Rabobank Groep, the biggest Dutch mortgage lender, announced a two-year freeze on bonuses and wage increases in a collective wage deal with unions as it cuts costs and seeks to appease public outrage on banker pay.
Dutch workers will get a 1.5 percent fixed pay rise in 2014 and a one-time bonus, the Utrecht, Netherlands-based lender said in a statement today. Wages won’t then be increased until the end of 2015. Rabobank’s board members won’t get a 2013 bonus and won’t receive any pay increases until 2016.
Rabobank, formed in 1898 as a cooperative to lend to Dutch farmers, plans to cut 3,000 jobs in its retail bank in the Netherlands in 2013 and 2014. It said last month that worker pay and benefits needed to be scaled back. At least 1,500 job cuts a year from 2015 onwards may follow as consumers switch to online and mobile banking, Chairman Piet Moerland has said.
“A more austere labor agreement is necessary,” the lender said. “Eliminating variable remuneration illustrates the bank and the unions have taken the critical public opinion seriously.”
The agreement was reached after negotiations with three trade unions, and is scheduled to take effect from July. The firm currently has about 28,000 workers in its Dutch retail banking unit.

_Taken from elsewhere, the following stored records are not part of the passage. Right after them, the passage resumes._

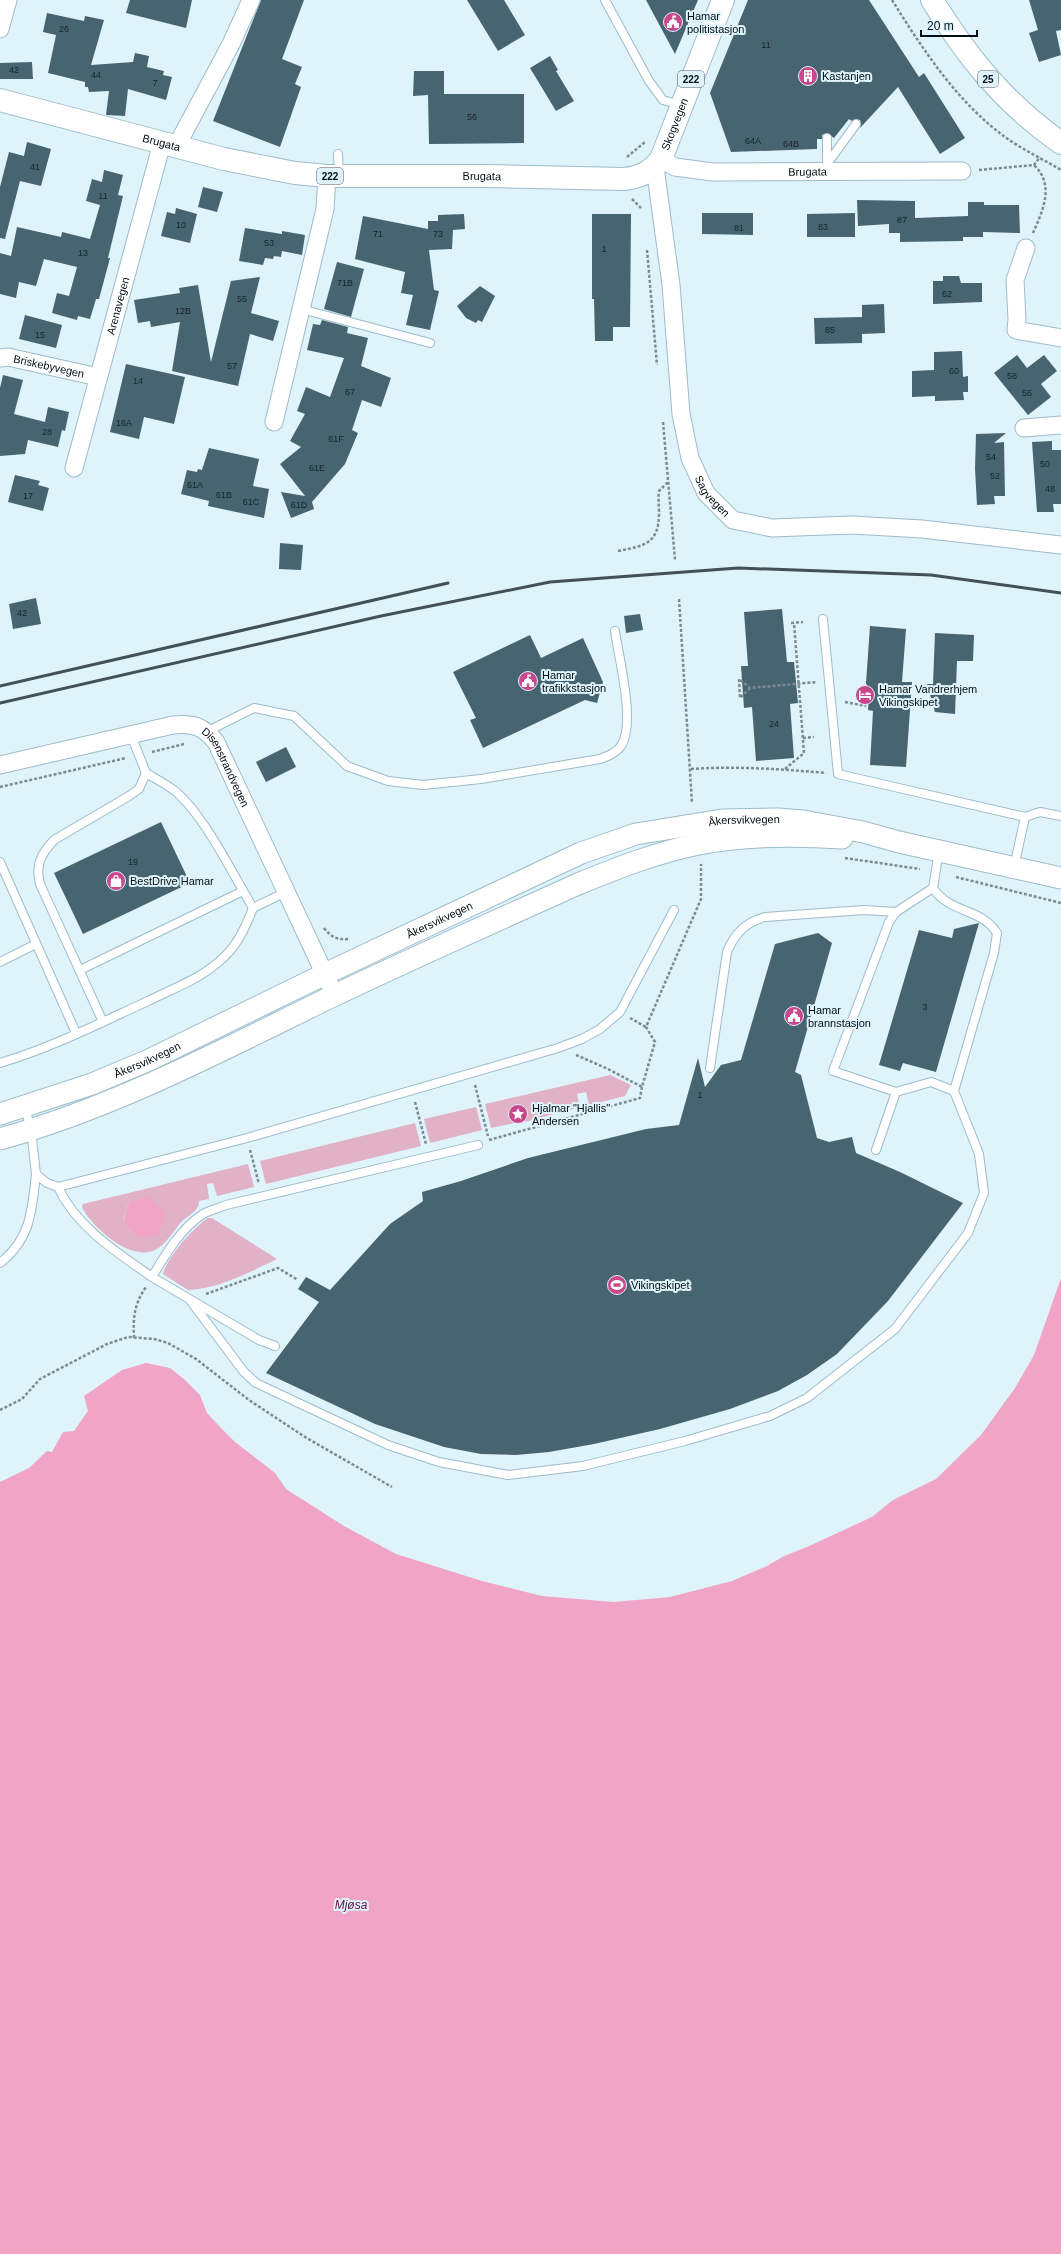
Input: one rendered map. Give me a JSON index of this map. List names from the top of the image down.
{
  "streets": {
    "main road": [
      "222",
      "25",
      "Skogvegen",
      "Brugata"
    ],
    "street": [
      "Arenavegen",
      "Briskebyvegen",
      "Sagvegen",
      "Disenstrandvegen",
      "Åkersvikvegen"
    ]
  },
  "crossings": [
    ["Skogvegen", "Brugata"],
    ["Skogvegen", "Sagvegen"],
    ["Brugata", "Arenavegen"],
    ["Brugata", "Sagvegen"],
    ["Arenavegen", "Briskebyvegen"],
    ["Disenstrandvegen", "Åkersvikvegen"]
  ],
  "water": ["Mjøsa"],
  "places": {
    "public building": ["Hamar politistasjon", "Hamar trafikkstasjon", "Hamar brannstasjon"],
    "building": ["Kastanjen"],
    "hotel": ["Hamar Vandrerhjem Vikingskipet"],
    "shop": ["BestDrive Hamar"],
    "place": ["Hjalmar \"Hjallis\" Andersen"],
    "sports": ["Vikingskipet"]
  },
  "house_numbers": [
    "26",
    "11",
    "42",
    "44",
    "7",
    "56",
    "64A",
    "64B",
    "41",
    "11",
    "87",
    "10",
    "83",
    "81",
    "71",
    "73",
    "53",
    "1",
    "13",
    "71B",
    "62",
    "55",
    "12B",
    "85",
    "15",
    "57",
    "60",
    "58",
    "14",
    "67",
    "56",
    "16A",
    "28",
    "61F",
    "54",
    "50",
    "61E",
    "52",
    "61A",
    "48",
    "61B",
    "17",
    "61C",
    "61D",
    "42",
    "24",
    "19",
    "3",
    "1"
  ],
  "scale_bar": "20 m"
}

The Netherlands was forced to nationalize lender SNS Reaal NV in February at a cost of 3.7 billion euros ($4.8 billion), sparking calls to reduce compensation in the industry. Dutch Finance Minister Jeroen Dijsselbloem plans to introduce legislation capping bonuses at 20 percent of fixed salaries and has called upon banks to reduce overall pay.
“Remuneration in the banking industry is still structurally higher than in other, comparable sectors, which is incomprehensible in light of the situation we are in and the amount of public money spent on keeping this industry going since 2008,” Dijsselbloem told lawmakers in The Hague in February, after SNS Reaal’s bailout.

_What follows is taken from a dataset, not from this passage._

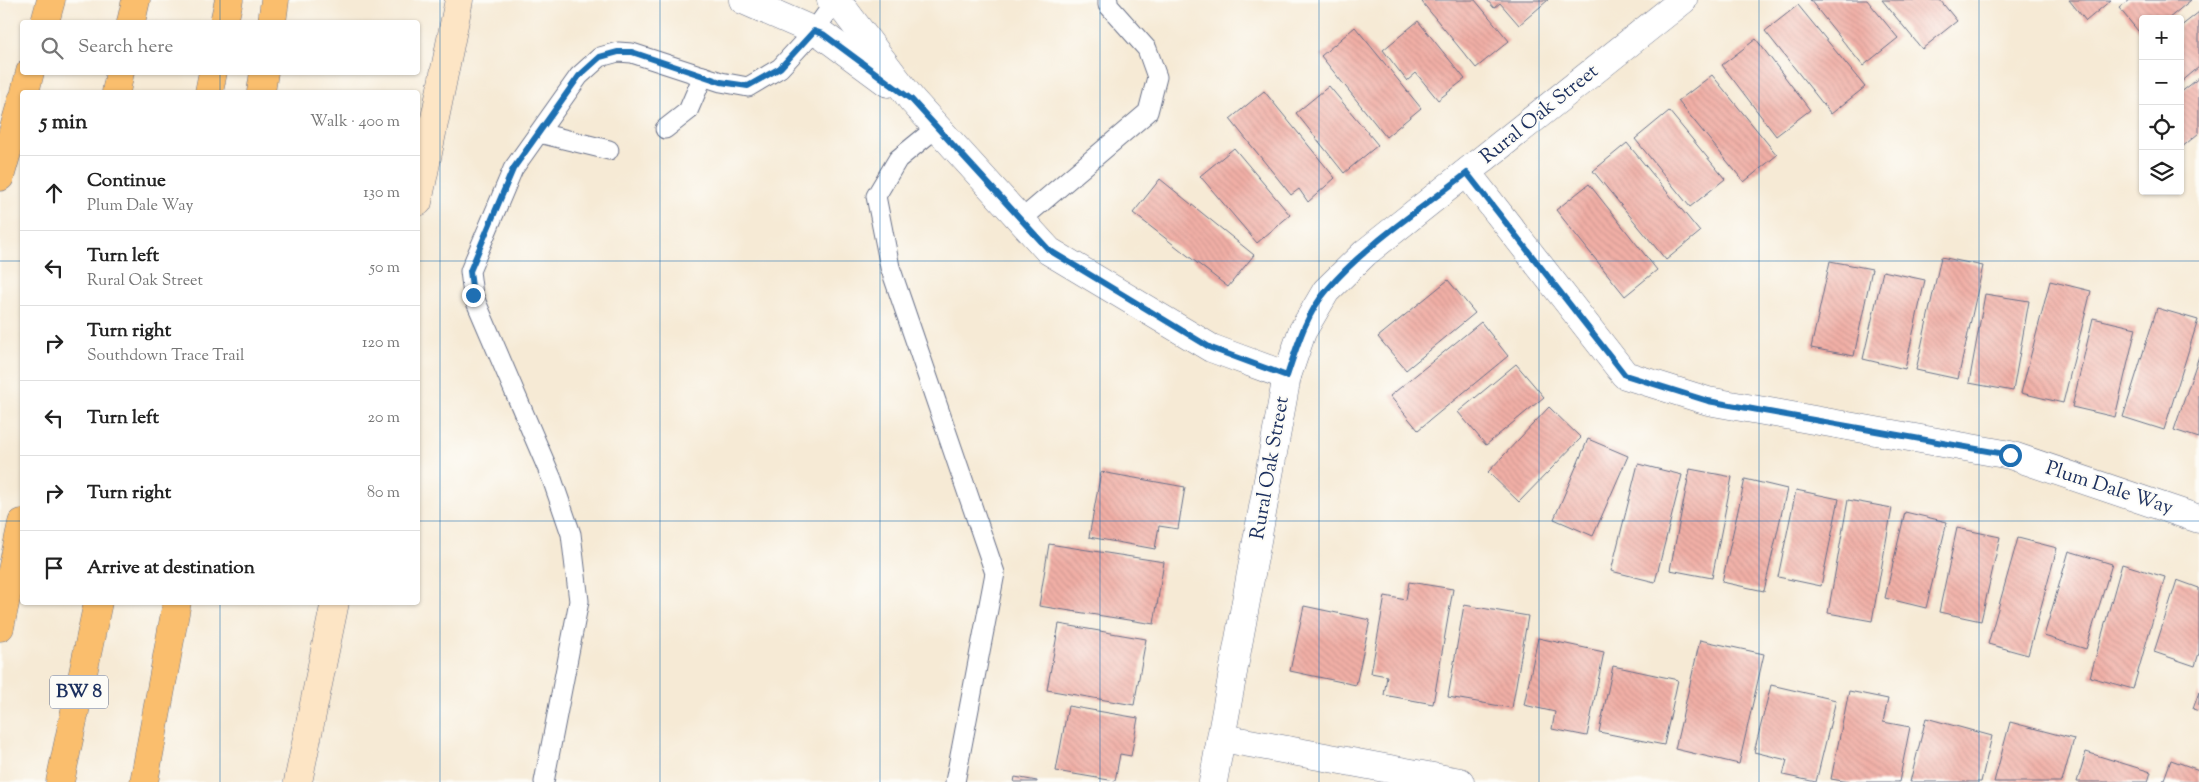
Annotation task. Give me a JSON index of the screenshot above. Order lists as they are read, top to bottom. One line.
{"streets":{"highway":["BW 8"],"street":["Rural Oak Street","Plum Dale Way"]},"crossings":[["Rural Oak Street","Plum Dale Way"]],"page":{"map_buttons":["+","−"],"search":"Search here","heading":["5 min","Walk · 400 m"],"list":[["Continue","Plum Dale Way","130 m"],["Turn left","Rural Oak Street","50 m"],["Turn right","Southdown Trace Trail","120 m"],["Turn left","20 m"],["Turn right","80 m"],"Arrive at destination"]}}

Rabobank’s profit fell 20 percent to 2.11 billion euros after bad-loan provisions increased in its domestic market. The company plans to reduce costs in its Dutch bank by 10 percent by 2016 from about 4.5 billion annually.
Rabobank follows ING Groep NV, the biggest Dutch financial-services company, which eliminated bonuses for 19,000 employees falling under collective wage agreements as of January, 2012.